The DIN 12880 specifies performance requirements and tests for heating cabinets and incubators in laboratories. The standard applies for cabinets and incubators with a working temperature range from -10 °C to 300 °C and includes shaking incubators and vacuum ovens.
Validation of an oven consists of various steps regarding Installation Qualification (IQ), Operational Qualifications (OQ) and Performance Qualifications (PQ).
The IQ is conducted to demonstrate that the oven is inspected and contains all the required parts for its proper functioning.
During the OQ the performance of the oven and its operational procedure is verified. The OQ portion consists of temperature mapping the empty chamber and is performed to confirm that the empty chamber works within the specified limits throughout the chamber. The OQ also contains information about the calibration of measuring equipment and defines the location of the thermocouples and/or data loggers in the oven.
The PQ verifies that the loaded oven chamber is capable of reaching and maintaining the target temperature range throughout the chamber. The effect of opening doors for different lengths of time and the effect of a power failure on the oven’s ability to get back into the temperature profile are also evaluated.
According to DIN 12880 the temperature shall be measured in three horizontal measuring planes equally distributed over the inner chamber by using nine measuring points per plane (corners, center and mid sides). For smaller ovens less than 50 L, two measuring planes with four measuring points (corners) per plane plus one at the center per plane typically are sufficient. During the OQ, measuring points are fixed 15 mm above shelf surface in an empty chamber and during PQ they are placed into loaded samples.
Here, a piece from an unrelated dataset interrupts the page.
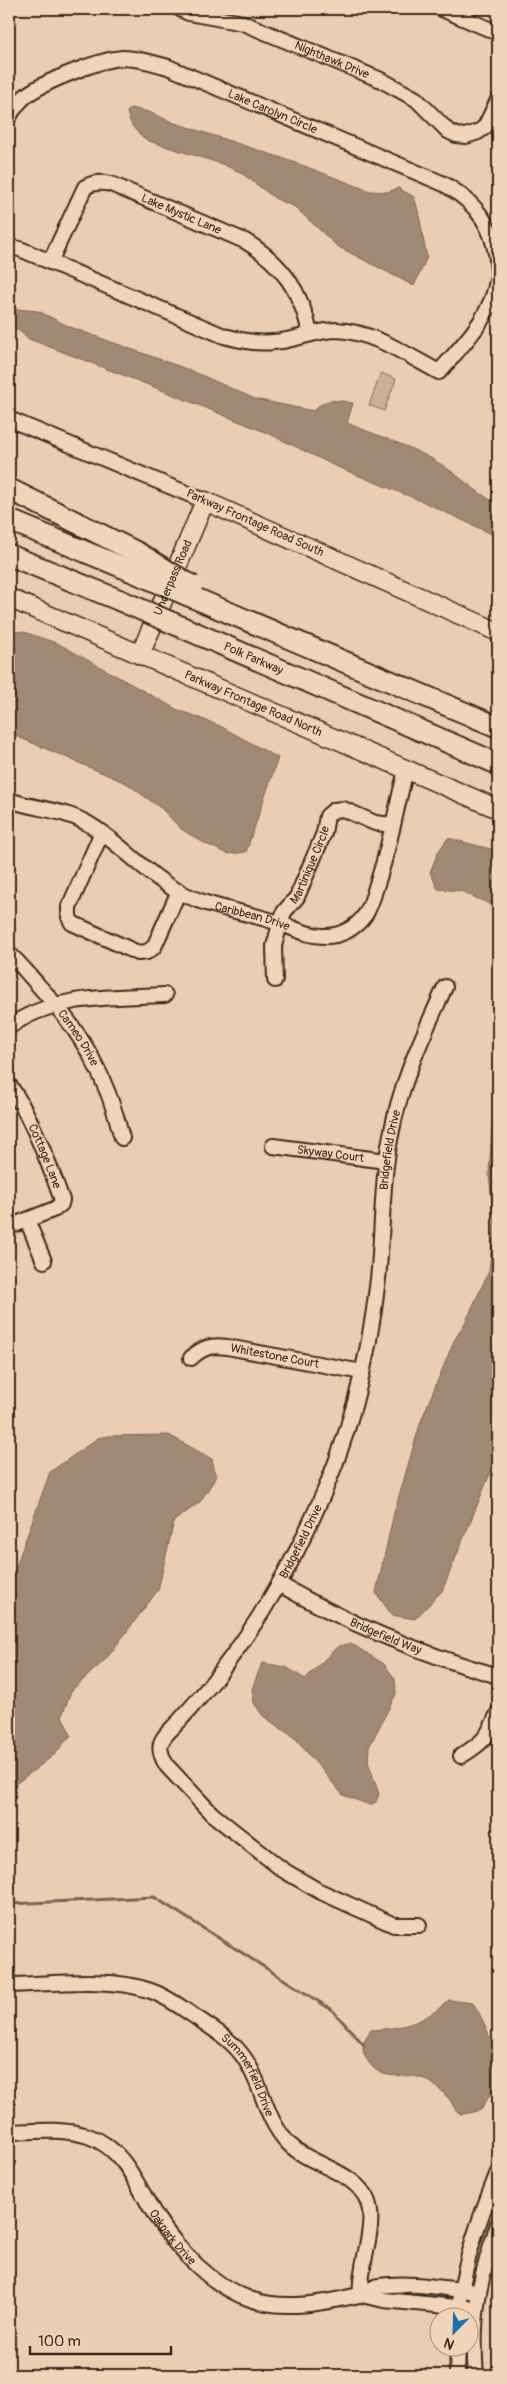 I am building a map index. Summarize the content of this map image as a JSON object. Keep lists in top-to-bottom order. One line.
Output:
{"streets":{"highway":["Polk Parkway"],"main road":["Parkway Frontage Road South","Underpass Road","Parkway Frontage Road North"],"street":["Nighthawk Drive","Lake Carolyn Circle","Lake Mystic Lane","Martinique Circle","Caribbean Drive","Cameo Drive","Bridgefield Drive","Skyway Court","Cottage Lane","Whitestone Court","Bridgefield Way","Summerfield Drive","Oakpark Drive"]},"crossings":[["Parkway Frontage Road South","Underpass Road"],["Underpass Road","Parkway Frontage Road North"],["Parkway Frontage Road North","Caribbean Drive"],["Martinique Circle","Caribbean Drive"],["Bridgefield Drive","Skyway Court"],["Bridgefield Drive","Whitestone Court"],["Bridgefield Drive","Bridgefield Way"],["Summerfield Drive","Oakpark Drive"]],"scale_bar":"100 m","north":"bottom left"} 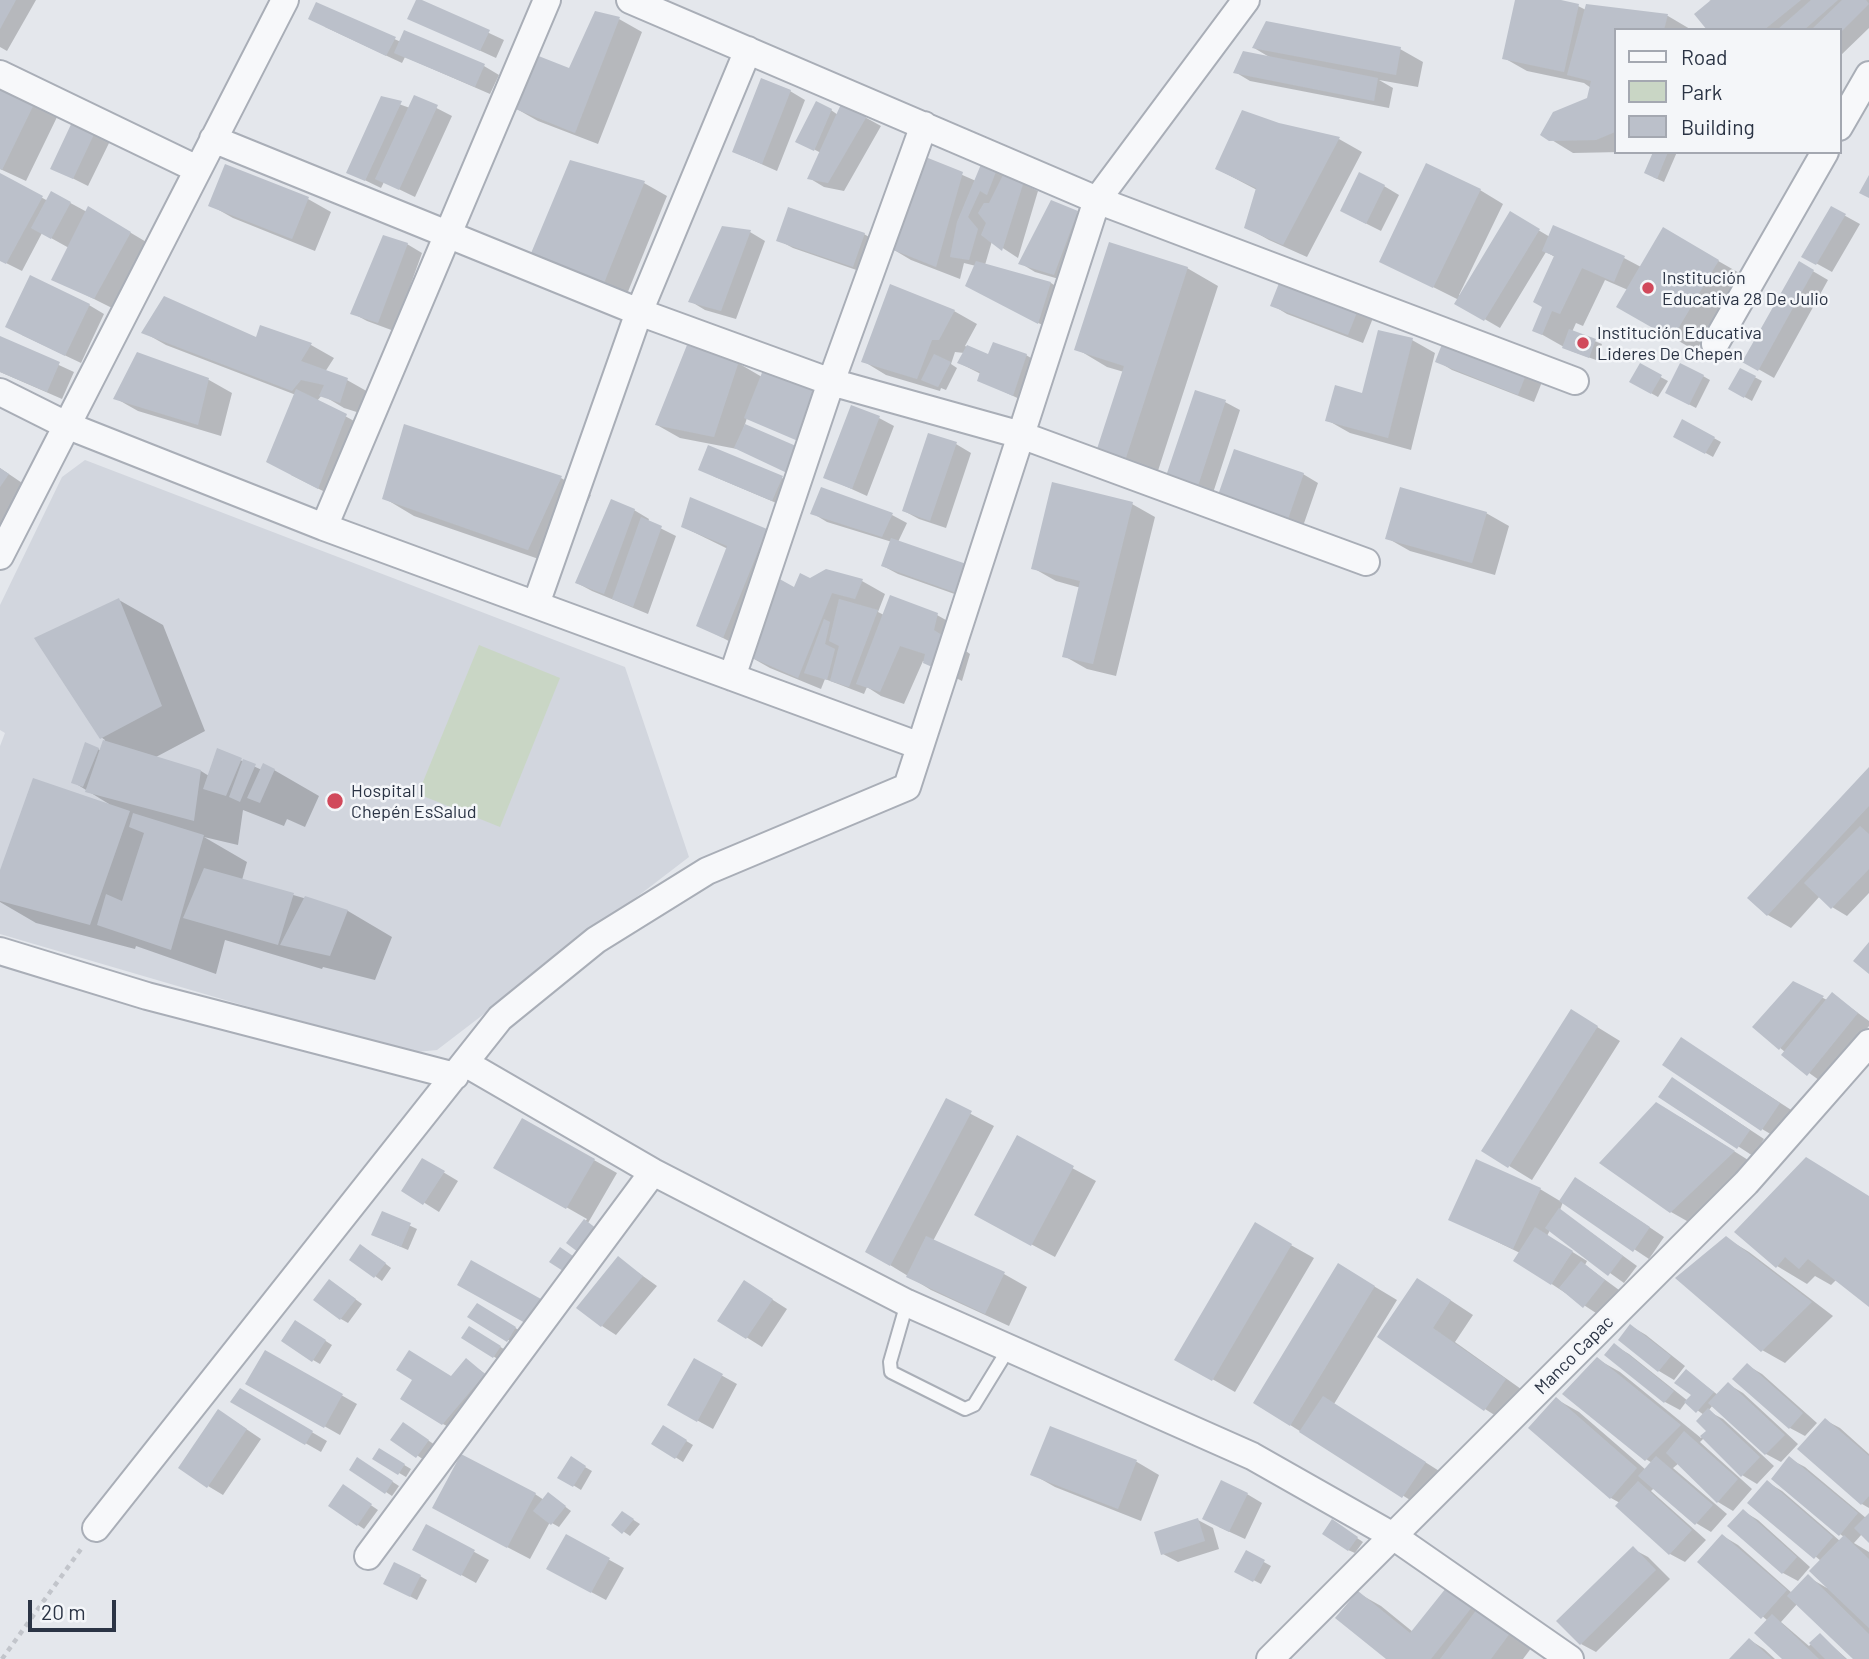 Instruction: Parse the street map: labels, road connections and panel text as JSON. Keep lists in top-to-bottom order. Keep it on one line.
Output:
{"streets":{"street":["Manco Capac"]},"places":["Institución Educativa 28 De Julio","Institución Educativa Lideres De Chepen","Hospital I Chepén EsSalud"],"legend":["Road","Park","Building"],"scale_bar":"20 m"}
Ovens with forced air circulation shall be tested with fan switched on.
Test temperatures should be the following three:
- one within the lower fifth of the working temperature range but at a maximum of 20 °C above the minimum working temperature
- one within the upper fifth of the working temperature range but at a maximum of 20 °C below the nominal temperature
- one at a temperature in the middle of the working temperature range
When validating vacuum ovens the temperature measuring points shall be in direct contact with the shelves since heating of the samples in vacuum is largely due to thermal conduction via the shelves. The temperature should be measured at five measuring points (corners + center) in each measuring plane and pressure should be set at 20 mBar or below.
Temperature sample readings should be collected every ten seconds for one hour once equilibrium has been reached but no earlier than two hours after equipment has been switched on.
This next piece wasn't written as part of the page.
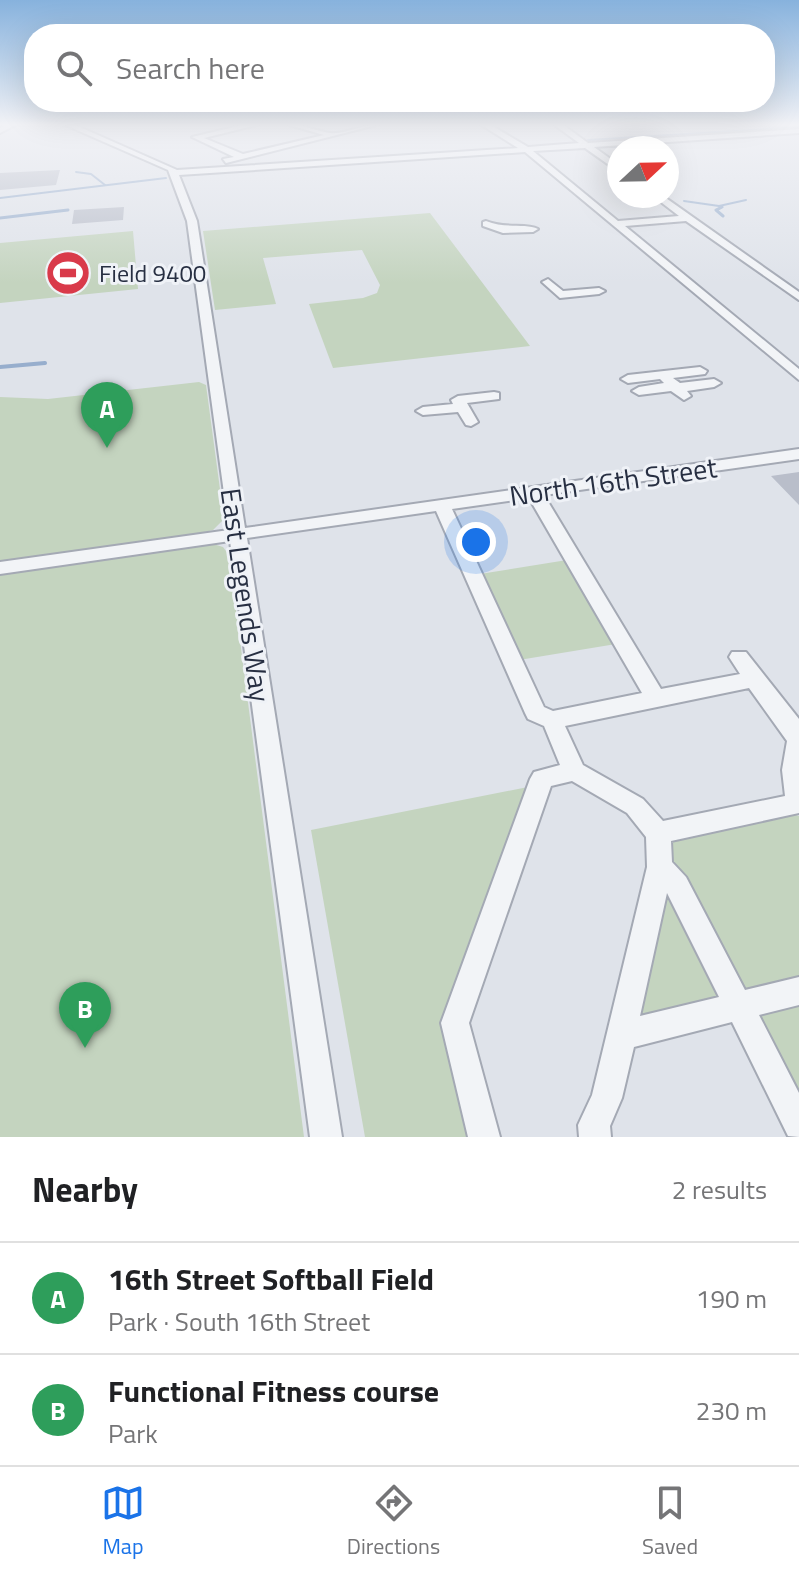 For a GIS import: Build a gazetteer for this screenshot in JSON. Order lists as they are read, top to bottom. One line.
{"streets":{"street":["North 16th Street","East Legends Way"]},"crossings":[["North 16th Street","East Legends Way"]],"places":{"sports":["Field 9400"]},"north":"right","page":{"search":"Search here","pins":["A","B"],"heading":["Nearby","2 results"],"list":[{"mark":"A","name":"16th Street Softball Field","note":"Park · South 16th Street","value":"190 m"},{"mark":"B","name":"Functional Fitness course","note":"Park","value":"230 m"}],"nav":["Map","Directions","Saved"]}}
Ellab's variety of wireless data loggers are ideal for measuring temperature and pressure in high temperature and/or vacuum ovens. Even with most standard ovens that include access port(s), feeding thermocouples through the ports could disturb the integrity of the chamber atmosphere.
Ambient temperature during test shall be 22 ±3 °C.
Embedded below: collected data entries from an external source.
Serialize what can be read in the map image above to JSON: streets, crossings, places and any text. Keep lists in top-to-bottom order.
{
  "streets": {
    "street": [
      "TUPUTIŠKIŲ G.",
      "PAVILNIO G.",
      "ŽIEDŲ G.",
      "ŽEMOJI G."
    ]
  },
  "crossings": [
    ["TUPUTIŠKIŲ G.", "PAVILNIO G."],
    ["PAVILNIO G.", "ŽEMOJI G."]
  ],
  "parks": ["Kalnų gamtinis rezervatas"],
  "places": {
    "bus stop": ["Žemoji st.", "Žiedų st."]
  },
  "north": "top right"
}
For pharmaceutical and medical device clients, most applications will require the use of advanced software such as ValSuite™ Pro with its 21 CFR Part 11 compliance and sophisticated reports/features. The ValSuite Basic version of software may suffice in other industries (food) where electronic records are not necessary.
For validation purposes creating a Unit with the exact position of each measuring point documented by pictures is advantageous when handling many sample points. Furthermore, adding it all up in a Profile session including a Limit Report as well as a Statistical Report is useful and time saving.
At the end of each study report(s) can be signed by Electronic Signature(s), stored, printed, and distributed in secure and locked PDF format.
Using the built-in calibration functionality, users can calibrate the Ellab sensors at regular intervals. The ValSuite™ Pro software generates an easy to read calibration report that includes all measurements and tolerances that are defined by the user. It is recommended that Ellab sensors and probes are sent in at least once a year for factory calibration (which includes a traceable calibration certificate).